Each record is to be reproduced verbatim.

[Saved data entries]
☆ ☆ ☆

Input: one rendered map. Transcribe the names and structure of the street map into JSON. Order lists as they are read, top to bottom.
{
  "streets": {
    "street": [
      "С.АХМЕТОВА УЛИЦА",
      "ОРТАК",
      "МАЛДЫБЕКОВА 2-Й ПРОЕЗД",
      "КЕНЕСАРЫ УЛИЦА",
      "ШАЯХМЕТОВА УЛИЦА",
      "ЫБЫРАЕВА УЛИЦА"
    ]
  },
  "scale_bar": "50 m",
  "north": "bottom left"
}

☆ ☆ ☆

Solution to this problem →
Input: one rendered map. Transcribe the names and structure of the street map into JSON. Order lists as they are read, top to bottom.
{
  "streets": {
    "street": [
      "С.АХМЕТОВА УЛИЦА",
      "ОРТАК",
      "МАЛДЫБЕКОВА 2-Й ПРОЕЗД",
      "КЕНЕСАРЫ УЛИЦА",
      "ШАЯХМЕТОВА УЛИЦА",
      "ЫБЫРАЕВА УЛИЦА"
    ]
  },
  "scale_bar": "50 m",
  "north": "bottom left"
}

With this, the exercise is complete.